Palpebre gonfie, quando diventa un problema serio, le cause, le cure per le palpebre gonfie

di Mariella Commenta

Le palpebre gonfie possono essere la conseguenza di un pianto, di una serata trascorsa a fumare e a bere troppo, oppure di un riposo insufficiente. Il disturbo appare più evidente al mattino, appena svegli, e si riduce nell’arco della giornata. A volte, invece, il gonfiore non è dovuto a questi comportamenti: allora è necessario valutare con attenzione il fenomeno, per scoprire quali possono essere le cause e porvi rimedio al più presto.

La congiuntivite
E’ la più frequente infiammazione della congiuntiva, la sottilissima membrana che ricopre la superficie interna della palpebra e la parte anteriore dell’occhio.
Le cause che scatenano la congiuntivite possono essere numerose: dal contatto con sostante irritanti all’uso di certi cosmetici, dal cloro dell’acqua delle piscina a manifestazioni allergiche (come il raffreddore da fieno), fino a infezioni da microrganismi.

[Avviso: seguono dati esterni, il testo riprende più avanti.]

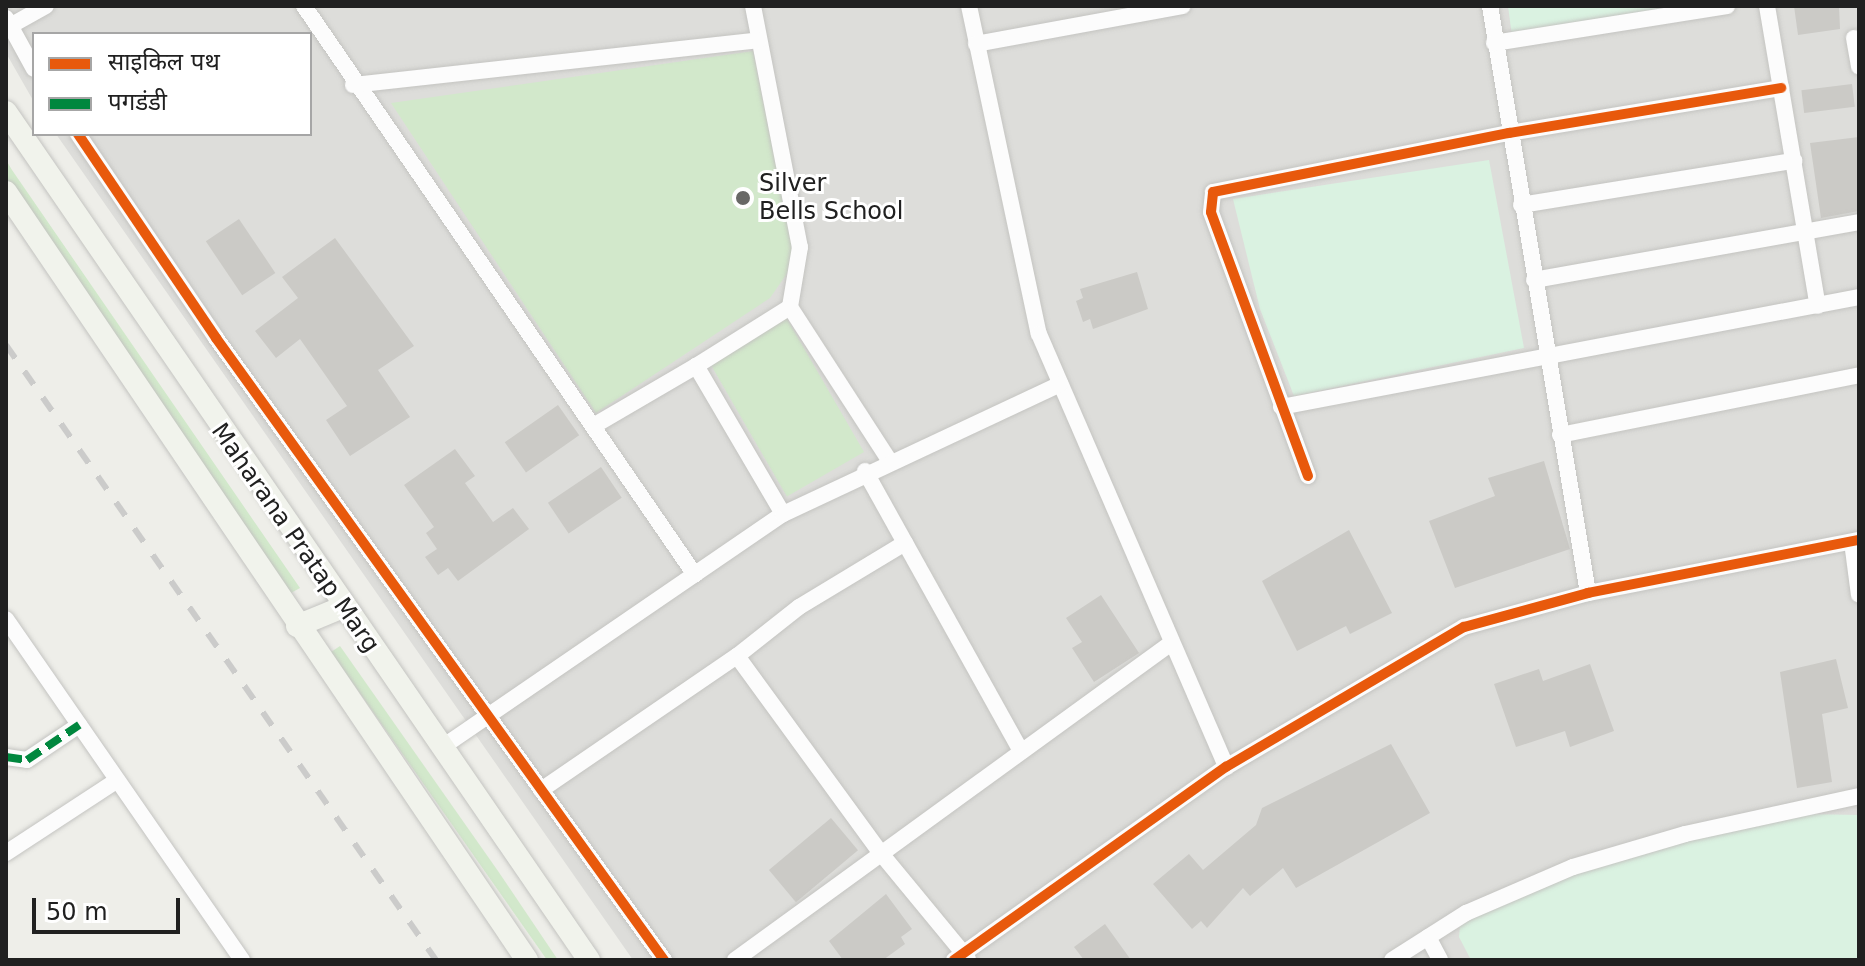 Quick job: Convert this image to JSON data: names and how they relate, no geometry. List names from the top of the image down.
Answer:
{
  "streets": {
    "main road": ["Maharana Pratap Marg"]
  },
  "places": ["Silver Bells School"],
  "legend": ["साइकिल पथ", "पगडंडी"],
  "scale_bar": "50 m"
} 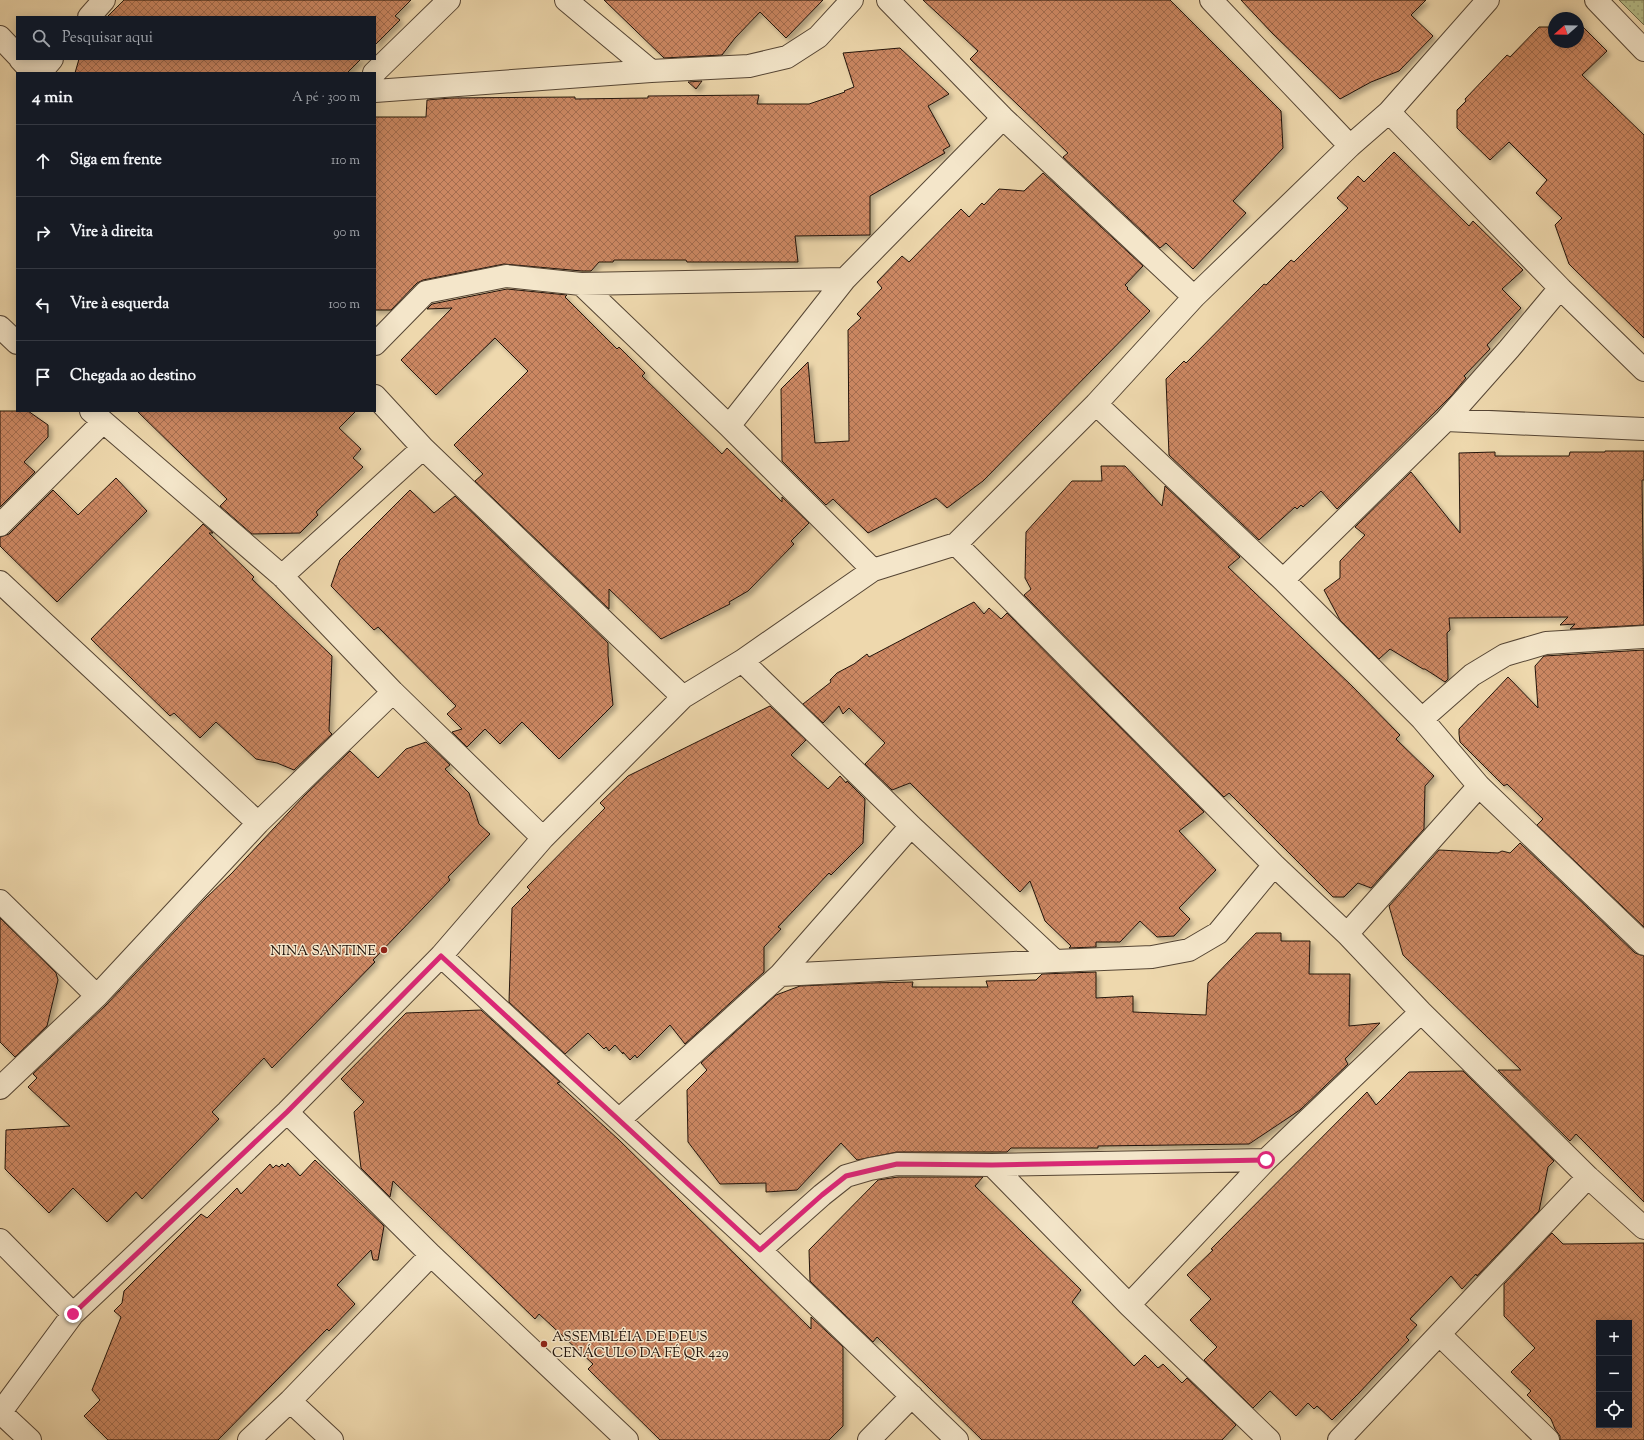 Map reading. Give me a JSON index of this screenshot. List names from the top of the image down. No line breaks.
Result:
{"places":["NINA SANTINE","ASSEMBLÉIA DE DEUS CENÁCULO DA FÉ QR 429"],"north":"left","page":{"search":"Pesquisar aqui","heading":["4 min","A pé · 300 m"],"list":[["Siga em frente","110 m"],["Vire à direita","90 m"],["Vire à esquerda","100 m"],"Chegada ao destino"],"map_buttons":["+","−"]}}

I sintomi della congiuntivite sono gli occhi che tendono ad arrossarsi, un fastidioso senso di bruciore e di prurito, con l’impressione di avere la sabbia negli occhi.
Le cure, nelle forme allergiche e in quelle infettive di origine batterica si deve ricorrere, rispettivamente a colliri con proprietà antistaminiche o antibiotiche. Le infezioni di tipo virale, invece, guariscono da sole, grazie al naturale sistema di difesa dell”organismo.

La blefarite
E’ un’infiammazione del bordo della palpebra provocata soprattutto da allergie, polvere, fumo, carenze di vitamine o infezione dovuta a batteri, generalmente lo stafilococco.
I sintomi della blefarite, sul bordo della palpebra appare un arrossamento e si formano piccole scaglie, simili alla forfora, che sono però molto resistenti a qualsiasi tentativo di pulizia. Con il tempo, le ciglia iniziano a cadere, insieme a minuscoli lembi di pelle.
Nei casi particolarmente seri, si generano secrezioni, soprattutto nelle ore notturne, tanto che al mattino la persona può avere difficoltà da aprire gli occhi, poiché le palpebre risultano incollate l’una all’altra.
Non esiste una cura definitiva della blefarite: i sintomi si possono combattere con la pulizia accurata del bordo delle palpebre (che va fatta delicatamente e senza detergenti), usando soltanto acqua tiepida, e con l’uso frequente di lacrime artificiali senza conservanti.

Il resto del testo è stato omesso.